* _HOW TO COMPLETE THIS TASK_:
Give back every line of the material exactly. Skip the pictures.

* _RECORDED INFORMATION_:

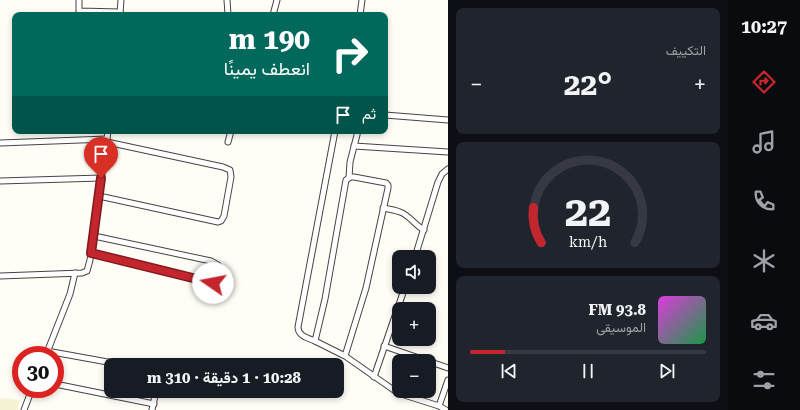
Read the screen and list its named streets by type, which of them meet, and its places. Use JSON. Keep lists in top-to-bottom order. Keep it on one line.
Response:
{"page":{"tabs":"10:27","tile":"التكييف","turn":["190 m","انعطف يمينًا"],"heat":["−","22°","+"],"then":"ثم","map_buttons":["+","−"],"song":["93.8 FM","الموسيقى"],"limit":"30","trip":"10:28 · 1 دقيقة · 310 m","gauge":["22","km/h"]}}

* _YOUR RESPONSE_:
Read the screen and list its named streets by type, which of them meet, and its places. Use JSON. Keep lists in top-to-bottom order. Keep it on one line.
Response:
{"page":{"tabs":"10:27","tile":"التكييف","turn":["190 m","انعطف يمينًا"],"heat":["−","22°","+"],"then":"ثم","map_buttons":["+","−"],"song":["93.8 FM","الموسيقى"],"limit":"30","trip":"10:28 · 1 دقيقة · 310 m","gauge":["22","km/h"]}}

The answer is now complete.